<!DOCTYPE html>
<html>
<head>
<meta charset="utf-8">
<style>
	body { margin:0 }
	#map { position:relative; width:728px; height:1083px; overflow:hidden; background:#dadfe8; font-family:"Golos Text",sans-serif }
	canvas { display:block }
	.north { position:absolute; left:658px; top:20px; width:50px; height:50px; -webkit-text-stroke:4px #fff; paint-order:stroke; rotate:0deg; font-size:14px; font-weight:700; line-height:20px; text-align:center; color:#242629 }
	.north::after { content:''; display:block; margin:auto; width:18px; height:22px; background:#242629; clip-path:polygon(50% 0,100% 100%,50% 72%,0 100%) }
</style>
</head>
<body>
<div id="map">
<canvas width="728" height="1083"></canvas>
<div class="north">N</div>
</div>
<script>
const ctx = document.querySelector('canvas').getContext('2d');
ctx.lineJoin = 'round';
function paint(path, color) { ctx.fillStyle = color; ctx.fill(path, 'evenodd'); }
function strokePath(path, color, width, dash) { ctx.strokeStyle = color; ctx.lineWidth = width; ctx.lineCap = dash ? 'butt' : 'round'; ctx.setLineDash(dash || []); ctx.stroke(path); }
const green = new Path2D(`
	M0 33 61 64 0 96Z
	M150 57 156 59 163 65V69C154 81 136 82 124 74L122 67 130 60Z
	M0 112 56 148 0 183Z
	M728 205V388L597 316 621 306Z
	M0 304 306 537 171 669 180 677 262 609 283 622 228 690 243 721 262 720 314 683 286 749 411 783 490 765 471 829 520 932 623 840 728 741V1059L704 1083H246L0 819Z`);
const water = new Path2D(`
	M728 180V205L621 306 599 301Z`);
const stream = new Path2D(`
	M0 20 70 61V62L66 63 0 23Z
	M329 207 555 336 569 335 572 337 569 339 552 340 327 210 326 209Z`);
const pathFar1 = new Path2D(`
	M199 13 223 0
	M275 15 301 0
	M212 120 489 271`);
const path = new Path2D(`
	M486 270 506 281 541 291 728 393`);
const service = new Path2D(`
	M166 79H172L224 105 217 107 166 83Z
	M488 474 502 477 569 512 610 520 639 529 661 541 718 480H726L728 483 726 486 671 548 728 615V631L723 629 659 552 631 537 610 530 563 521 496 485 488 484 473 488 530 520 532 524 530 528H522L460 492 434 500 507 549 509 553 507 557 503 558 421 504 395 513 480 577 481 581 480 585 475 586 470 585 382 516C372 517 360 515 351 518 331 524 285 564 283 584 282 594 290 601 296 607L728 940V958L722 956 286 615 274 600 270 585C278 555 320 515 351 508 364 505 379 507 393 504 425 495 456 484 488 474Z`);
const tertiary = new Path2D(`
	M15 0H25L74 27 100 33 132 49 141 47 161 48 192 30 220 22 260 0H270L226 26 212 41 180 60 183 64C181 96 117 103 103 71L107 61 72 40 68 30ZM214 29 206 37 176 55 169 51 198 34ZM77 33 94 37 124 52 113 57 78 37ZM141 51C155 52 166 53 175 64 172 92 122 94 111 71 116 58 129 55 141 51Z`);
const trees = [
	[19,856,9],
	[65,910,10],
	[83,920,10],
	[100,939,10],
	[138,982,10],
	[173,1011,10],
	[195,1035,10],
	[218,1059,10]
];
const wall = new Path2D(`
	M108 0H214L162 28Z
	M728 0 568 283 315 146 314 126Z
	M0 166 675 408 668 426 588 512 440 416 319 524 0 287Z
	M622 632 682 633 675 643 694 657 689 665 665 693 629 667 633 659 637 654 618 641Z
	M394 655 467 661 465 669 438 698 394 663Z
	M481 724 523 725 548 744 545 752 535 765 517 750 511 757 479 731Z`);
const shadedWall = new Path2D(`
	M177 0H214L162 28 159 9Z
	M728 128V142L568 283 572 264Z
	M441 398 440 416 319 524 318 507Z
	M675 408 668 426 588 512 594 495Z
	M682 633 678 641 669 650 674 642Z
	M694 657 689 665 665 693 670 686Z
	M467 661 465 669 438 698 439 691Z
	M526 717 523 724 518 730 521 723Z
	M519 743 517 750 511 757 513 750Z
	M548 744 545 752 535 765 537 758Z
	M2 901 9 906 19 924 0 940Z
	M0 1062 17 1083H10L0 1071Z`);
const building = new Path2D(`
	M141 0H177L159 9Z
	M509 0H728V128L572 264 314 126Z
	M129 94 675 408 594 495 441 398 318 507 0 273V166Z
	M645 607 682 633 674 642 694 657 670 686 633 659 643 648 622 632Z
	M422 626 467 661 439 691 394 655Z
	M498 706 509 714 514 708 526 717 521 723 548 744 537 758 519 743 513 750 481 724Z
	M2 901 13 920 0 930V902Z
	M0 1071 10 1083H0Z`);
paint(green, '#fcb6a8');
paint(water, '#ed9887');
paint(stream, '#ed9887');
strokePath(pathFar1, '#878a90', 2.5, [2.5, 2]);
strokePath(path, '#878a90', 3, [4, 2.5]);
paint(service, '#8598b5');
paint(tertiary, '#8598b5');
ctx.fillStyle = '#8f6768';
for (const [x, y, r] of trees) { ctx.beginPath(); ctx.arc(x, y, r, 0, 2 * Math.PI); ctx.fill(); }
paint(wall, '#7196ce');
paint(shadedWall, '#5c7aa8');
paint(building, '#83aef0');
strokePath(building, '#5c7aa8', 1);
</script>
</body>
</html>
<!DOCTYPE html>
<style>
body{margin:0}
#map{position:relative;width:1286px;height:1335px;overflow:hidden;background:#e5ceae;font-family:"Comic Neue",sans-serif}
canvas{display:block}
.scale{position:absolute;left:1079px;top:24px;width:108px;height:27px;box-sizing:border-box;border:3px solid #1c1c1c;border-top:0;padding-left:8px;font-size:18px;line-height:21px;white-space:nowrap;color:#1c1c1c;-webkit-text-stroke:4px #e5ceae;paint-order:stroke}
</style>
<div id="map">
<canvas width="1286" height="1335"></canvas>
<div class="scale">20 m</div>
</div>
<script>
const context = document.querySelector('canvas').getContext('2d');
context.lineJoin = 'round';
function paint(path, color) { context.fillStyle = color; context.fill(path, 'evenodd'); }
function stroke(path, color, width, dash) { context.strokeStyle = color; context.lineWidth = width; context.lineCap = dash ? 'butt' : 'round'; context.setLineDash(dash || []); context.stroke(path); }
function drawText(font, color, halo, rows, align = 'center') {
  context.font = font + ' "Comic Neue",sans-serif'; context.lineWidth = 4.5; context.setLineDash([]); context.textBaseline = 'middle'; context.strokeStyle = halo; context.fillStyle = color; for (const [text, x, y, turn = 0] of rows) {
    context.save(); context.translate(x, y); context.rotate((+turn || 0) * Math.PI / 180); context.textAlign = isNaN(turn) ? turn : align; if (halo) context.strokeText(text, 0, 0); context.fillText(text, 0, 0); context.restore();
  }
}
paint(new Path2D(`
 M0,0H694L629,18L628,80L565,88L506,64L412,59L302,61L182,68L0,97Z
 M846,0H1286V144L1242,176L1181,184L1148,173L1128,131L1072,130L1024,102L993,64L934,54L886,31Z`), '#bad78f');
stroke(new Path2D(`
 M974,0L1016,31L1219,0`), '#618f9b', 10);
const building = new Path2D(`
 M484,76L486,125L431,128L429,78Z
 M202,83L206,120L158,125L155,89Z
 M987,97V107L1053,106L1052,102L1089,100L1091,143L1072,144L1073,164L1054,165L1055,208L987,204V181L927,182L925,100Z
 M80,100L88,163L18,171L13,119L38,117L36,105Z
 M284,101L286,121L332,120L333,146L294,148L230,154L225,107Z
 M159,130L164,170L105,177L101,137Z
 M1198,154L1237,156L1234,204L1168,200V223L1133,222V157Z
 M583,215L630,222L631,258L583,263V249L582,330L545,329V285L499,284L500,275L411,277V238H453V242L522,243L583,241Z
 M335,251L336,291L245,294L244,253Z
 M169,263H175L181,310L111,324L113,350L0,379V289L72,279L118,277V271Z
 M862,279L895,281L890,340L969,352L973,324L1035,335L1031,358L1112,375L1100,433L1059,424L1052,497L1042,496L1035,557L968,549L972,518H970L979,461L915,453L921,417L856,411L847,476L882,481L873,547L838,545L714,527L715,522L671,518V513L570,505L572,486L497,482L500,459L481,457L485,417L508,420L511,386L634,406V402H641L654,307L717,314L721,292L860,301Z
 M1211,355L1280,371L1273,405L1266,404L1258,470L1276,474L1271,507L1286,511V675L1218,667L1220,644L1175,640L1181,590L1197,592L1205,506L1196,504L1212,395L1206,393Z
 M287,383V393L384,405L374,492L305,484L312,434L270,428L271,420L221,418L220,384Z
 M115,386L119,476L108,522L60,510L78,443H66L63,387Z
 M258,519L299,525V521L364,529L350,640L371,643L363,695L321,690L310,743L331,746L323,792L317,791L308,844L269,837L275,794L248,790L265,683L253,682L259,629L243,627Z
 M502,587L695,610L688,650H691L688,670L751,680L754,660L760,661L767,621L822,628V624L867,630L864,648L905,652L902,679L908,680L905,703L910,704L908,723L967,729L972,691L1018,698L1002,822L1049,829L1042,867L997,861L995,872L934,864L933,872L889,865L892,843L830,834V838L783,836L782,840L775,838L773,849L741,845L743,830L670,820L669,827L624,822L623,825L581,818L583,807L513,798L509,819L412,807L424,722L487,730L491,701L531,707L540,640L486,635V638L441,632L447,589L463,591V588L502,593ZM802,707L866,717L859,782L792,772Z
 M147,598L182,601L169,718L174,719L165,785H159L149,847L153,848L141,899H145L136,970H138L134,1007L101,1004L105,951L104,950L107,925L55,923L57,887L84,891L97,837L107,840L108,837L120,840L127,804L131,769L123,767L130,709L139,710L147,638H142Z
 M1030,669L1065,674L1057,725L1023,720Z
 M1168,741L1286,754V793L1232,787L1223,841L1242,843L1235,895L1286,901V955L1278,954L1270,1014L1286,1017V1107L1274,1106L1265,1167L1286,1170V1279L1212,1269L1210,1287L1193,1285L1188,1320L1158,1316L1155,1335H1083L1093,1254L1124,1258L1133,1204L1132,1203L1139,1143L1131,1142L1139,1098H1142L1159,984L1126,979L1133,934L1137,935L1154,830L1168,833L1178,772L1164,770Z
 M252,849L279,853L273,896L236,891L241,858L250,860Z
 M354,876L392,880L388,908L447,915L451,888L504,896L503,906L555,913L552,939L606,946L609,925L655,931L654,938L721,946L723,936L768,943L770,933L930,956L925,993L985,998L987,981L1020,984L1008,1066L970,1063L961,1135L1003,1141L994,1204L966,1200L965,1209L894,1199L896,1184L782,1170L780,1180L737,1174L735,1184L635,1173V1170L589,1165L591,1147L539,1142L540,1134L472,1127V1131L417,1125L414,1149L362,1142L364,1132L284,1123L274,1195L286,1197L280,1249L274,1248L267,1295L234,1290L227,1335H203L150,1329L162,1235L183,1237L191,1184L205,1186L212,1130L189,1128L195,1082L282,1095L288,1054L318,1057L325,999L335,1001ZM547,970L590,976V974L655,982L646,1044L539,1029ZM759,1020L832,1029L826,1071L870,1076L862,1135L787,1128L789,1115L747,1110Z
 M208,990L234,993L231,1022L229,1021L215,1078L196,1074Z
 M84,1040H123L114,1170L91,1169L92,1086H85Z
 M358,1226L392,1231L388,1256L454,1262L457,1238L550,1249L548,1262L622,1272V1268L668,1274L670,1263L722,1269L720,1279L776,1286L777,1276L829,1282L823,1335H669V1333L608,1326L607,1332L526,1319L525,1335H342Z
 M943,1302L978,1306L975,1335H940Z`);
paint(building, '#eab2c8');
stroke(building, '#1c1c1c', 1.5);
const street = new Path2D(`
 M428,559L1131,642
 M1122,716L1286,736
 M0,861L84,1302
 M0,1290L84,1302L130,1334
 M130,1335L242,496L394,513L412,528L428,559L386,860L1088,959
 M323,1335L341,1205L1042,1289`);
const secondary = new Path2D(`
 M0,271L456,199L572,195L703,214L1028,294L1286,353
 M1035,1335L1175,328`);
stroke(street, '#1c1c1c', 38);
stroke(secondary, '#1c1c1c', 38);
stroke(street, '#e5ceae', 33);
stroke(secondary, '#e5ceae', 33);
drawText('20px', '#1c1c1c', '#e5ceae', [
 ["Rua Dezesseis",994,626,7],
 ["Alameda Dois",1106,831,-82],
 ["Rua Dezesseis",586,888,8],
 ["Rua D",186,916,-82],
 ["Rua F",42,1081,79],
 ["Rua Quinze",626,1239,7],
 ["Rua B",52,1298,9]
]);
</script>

________

### Task brief:
Copying word for word, give each line of the data above from the first one through the line containing "position:absolute; left:658px; top:20px;", and nothing else.

### Solution:
<!DOCTYPE html>
<html>
<head>
<meta charset="utf-8">
<style>
	body { margin:0 }
	#map { position:relative; width:728px; height:1083px; overflow:hidden; background:#dadfe8; font-family:"Golos Text",sans-serif }
	canvas { display:block }
	.north { position:absolute; left:658px; top:20px; width:50px; height:50px; -webkit-text-stroke:4px #fff; paint-order:stroke; rotate:0deg; font-size:14px; font-weight:700; line-height:20px; text-align:center; color:#242629 }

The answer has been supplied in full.